Zum Grosstraktor mit Dieselmotor gibt es weitere Alternativen neben der (noch) ineffizienten Batterie und diversen Hybridmodellen. Eine hat John Deere mit dem Konzept «GridCon» vorgestellt. Der 200 kW starke Traktor wird von einem Elektromotor angetrieben, der direkt ans Stromnetz angeschlossen ist. Da sich dieser «Trolley-Traktor» nur für wiederkehrende Strecken anbietet, arbeitet er komplett autonom und ohne Führerkabine. So futuristisch das Fahrzeug aussieht, so alt ist die Idee des Antriebs: In der Schweiz wurde ein netzgebundener Traktor bereits in den 1940er-Jahren entwickelt. Für einen Vergleich mit Video und Foto einfach die Klappelemente unten öffnen.

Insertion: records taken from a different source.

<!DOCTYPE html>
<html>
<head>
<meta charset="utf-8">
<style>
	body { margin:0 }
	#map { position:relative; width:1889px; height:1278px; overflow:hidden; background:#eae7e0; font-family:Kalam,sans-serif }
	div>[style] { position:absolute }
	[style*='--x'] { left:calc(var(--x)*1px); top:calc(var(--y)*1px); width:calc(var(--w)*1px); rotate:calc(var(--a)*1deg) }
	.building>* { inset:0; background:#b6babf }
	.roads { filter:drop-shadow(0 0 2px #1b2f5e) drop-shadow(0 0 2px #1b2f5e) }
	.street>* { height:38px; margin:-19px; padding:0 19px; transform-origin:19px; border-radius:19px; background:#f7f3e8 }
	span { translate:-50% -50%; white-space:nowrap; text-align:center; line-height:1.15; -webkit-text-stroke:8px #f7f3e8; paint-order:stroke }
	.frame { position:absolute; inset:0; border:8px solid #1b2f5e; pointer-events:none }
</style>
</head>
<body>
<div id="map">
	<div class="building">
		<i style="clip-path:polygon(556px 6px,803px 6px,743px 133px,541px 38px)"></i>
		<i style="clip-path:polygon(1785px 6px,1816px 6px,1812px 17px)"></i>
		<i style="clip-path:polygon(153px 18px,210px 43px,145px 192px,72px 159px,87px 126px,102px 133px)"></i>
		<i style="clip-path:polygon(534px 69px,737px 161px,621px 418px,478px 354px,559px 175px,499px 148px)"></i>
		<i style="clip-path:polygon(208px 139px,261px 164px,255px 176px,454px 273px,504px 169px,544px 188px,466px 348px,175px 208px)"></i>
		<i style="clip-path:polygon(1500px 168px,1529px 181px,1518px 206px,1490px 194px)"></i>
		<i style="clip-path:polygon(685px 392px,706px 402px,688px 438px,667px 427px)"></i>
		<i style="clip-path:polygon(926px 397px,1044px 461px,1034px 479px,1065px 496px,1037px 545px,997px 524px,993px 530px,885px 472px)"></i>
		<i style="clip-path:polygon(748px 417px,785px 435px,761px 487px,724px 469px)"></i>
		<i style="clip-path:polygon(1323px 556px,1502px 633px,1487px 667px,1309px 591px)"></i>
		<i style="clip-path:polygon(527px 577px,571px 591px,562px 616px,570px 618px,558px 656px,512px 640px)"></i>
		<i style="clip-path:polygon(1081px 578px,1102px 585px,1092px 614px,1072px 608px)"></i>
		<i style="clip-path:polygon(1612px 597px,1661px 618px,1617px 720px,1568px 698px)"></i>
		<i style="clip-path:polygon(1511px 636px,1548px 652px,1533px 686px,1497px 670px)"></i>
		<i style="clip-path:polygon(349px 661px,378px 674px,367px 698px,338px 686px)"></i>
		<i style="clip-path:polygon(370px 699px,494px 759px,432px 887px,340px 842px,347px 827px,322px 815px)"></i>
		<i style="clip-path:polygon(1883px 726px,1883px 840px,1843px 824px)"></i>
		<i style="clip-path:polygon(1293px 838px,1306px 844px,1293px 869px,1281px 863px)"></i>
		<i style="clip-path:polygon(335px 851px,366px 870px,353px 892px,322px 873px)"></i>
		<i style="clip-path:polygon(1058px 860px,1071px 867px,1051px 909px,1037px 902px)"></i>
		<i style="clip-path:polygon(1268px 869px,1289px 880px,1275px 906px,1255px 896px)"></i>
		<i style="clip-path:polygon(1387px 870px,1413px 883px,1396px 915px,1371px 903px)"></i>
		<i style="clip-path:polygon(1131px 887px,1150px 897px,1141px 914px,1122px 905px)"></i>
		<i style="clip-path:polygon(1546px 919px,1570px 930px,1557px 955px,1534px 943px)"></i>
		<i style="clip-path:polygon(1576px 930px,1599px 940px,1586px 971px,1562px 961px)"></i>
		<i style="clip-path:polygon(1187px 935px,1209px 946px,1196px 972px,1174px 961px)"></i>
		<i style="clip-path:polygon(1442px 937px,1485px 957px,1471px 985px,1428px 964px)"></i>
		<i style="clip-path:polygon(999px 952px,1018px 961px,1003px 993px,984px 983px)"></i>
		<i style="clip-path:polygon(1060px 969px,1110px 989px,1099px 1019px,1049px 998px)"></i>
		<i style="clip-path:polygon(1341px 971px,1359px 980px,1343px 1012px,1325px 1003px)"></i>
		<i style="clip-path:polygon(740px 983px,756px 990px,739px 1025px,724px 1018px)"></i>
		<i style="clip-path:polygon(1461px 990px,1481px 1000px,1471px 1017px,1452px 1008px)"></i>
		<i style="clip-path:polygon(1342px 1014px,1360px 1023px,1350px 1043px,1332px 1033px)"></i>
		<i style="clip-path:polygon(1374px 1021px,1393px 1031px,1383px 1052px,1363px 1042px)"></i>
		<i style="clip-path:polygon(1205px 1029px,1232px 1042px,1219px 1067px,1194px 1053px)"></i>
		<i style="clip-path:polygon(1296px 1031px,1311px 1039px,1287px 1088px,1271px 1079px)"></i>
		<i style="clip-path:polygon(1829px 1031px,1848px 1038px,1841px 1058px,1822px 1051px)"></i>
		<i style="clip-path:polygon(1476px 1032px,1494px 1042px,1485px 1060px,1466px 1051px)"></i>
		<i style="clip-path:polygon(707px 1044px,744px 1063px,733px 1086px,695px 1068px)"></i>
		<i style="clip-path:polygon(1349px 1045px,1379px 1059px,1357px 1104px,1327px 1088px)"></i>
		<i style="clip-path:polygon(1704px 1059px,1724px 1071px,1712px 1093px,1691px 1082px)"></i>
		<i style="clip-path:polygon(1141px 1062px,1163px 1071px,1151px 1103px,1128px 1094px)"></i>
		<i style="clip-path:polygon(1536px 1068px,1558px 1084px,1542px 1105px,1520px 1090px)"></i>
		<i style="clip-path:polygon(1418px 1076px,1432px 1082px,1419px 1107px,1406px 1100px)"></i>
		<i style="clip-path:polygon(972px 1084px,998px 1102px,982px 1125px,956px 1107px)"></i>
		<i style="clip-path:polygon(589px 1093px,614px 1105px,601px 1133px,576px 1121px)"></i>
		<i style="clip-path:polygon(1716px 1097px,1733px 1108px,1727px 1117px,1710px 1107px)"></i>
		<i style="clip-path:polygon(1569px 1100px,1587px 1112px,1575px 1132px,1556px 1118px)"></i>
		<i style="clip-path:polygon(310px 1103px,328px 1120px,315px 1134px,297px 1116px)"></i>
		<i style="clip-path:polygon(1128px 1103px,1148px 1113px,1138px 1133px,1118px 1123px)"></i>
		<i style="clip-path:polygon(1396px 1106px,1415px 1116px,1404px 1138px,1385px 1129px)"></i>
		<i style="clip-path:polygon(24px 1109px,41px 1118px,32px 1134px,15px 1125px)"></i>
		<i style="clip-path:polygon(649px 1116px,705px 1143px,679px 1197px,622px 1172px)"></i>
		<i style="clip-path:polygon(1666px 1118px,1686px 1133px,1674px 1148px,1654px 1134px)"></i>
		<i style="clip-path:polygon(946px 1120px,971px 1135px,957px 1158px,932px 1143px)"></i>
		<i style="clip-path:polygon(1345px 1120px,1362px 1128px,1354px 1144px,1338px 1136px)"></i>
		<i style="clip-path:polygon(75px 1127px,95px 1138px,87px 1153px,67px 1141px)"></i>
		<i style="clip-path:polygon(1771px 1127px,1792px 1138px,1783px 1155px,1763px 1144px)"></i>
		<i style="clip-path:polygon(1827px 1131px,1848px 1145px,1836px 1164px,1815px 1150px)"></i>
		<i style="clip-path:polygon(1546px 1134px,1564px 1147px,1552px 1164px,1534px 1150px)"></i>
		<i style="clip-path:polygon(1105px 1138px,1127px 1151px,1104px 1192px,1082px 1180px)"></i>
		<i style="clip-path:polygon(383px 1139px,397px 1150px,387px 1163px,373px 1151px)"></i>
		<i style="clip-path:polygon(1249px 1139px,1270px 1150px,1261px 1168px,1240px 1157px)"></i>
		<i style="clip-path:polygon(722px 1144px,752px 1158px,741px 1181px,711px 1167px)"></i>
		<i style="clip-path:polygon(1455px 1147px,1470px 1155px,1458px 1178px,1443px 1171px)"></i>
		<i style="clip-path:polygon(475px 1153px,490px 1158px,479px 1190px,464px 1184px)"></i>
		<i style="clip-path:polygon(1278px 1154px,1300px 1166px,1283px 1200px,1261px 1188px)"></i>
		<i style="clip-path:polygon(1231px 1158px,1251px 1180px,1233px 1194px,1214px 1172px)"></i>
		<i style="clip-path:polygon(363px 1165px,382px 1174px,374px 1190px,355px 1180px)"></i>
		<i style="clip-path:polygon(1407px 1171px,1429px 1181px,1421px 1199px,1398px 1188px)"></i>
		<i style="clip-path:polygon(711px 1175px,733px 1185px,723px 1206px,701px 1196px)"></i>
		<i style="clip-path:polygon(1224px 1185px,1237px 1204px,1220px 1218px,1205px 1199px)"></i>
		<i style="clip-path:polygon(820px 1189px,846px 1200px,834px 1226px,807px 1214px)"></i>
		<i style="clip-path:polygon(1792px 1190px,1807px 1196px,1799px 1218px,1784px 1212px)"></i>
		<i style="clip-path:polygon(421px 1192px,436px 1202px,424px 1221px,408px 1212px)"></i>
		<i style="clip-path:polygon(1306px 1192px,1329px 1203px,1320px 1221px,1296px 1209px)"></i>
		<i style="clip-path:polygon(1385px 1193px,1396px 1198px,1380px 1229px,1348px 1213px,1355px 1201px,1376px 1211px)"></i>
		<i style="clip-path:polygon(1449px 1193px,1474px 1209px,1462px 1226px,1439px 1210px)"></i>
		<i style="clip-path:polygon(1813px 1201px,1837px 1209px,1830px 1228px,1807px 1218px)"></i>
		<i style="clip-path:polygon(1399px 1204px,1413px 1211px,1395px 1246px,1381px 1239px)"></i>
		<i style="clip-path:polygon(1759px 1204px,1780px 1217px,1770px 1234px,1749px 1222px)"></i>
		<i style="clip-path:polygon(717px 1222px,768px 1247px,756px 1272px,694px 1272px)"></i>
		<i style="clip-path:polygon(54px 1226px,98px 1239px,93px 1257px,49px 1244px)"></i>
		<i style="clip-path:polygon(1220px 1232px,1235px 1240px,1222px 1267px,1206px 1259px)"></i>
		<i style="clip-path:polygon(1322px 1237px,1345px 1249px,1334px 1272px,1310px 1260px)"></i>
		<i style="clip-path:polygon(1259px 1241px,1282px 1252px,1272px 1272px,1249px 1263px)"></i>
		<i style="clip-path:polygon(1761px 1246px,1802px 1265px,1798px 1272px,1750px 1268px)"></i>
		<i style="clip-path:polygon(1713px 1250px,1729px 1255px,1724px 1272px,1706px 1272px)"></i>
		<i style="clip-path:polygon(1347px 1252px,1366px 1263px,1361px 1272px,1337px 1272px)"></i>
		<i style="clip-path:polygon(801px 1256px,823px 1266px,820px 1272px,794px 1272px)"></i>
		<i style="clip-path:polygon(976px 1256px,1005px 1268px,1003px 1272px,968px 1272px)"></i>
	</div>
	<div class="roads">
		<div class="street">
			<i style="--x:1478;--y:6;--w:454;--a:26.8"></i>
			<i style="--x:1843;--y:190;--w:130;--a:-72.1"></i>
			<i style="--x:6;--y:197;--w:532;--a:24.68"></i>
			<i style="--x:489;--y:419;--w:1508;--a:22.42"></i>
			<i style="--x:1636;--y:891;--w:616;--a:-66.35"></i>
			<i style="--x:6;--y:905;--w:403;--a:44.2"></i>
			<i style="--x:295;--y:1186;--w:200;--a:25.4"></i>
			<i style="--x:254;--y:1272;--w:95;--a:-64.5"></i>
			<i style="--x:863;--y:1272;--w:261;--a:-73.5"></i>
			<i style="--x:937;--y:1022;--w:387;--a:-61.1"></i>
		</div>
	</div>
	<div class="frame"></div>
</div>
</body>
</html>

Eine weitere Alternative stellen Verbrennungsmotoren dar, die mit erneuerbaren Treibstoffen betrieben werden. Hersteller New Holland hat sein Modell T6 mit einem Biomethan-Verbrennermotor ausgerüstet und liefert bereits aus. Vom litauischen Bio-Lebensmittelproduzenten soll mit dem Auga M1 demnächst ein Hybrid-Traktor mit Biomethan- und Elektroantrieb kommen. Ohnehin sind sich Biogas- und Elektro-Traktor näher, als man denkt. Denn ähnlich wie Strom lässt sich auch Biogas direkt auf dem Bauernhof produzieren, etwa aus Schnittresten. Allerdings sind dafür eigene Biogasanlagen nötig, die das Gas entsprechend aufbereiten. In der Schweiz gibt es erst drei solcher Anlagen, und im Vergleich zur Photovoltaikanlage auf dem Dach sind sie aufwändiger zu erstellen und benötigen einen eigenen Bauplatz.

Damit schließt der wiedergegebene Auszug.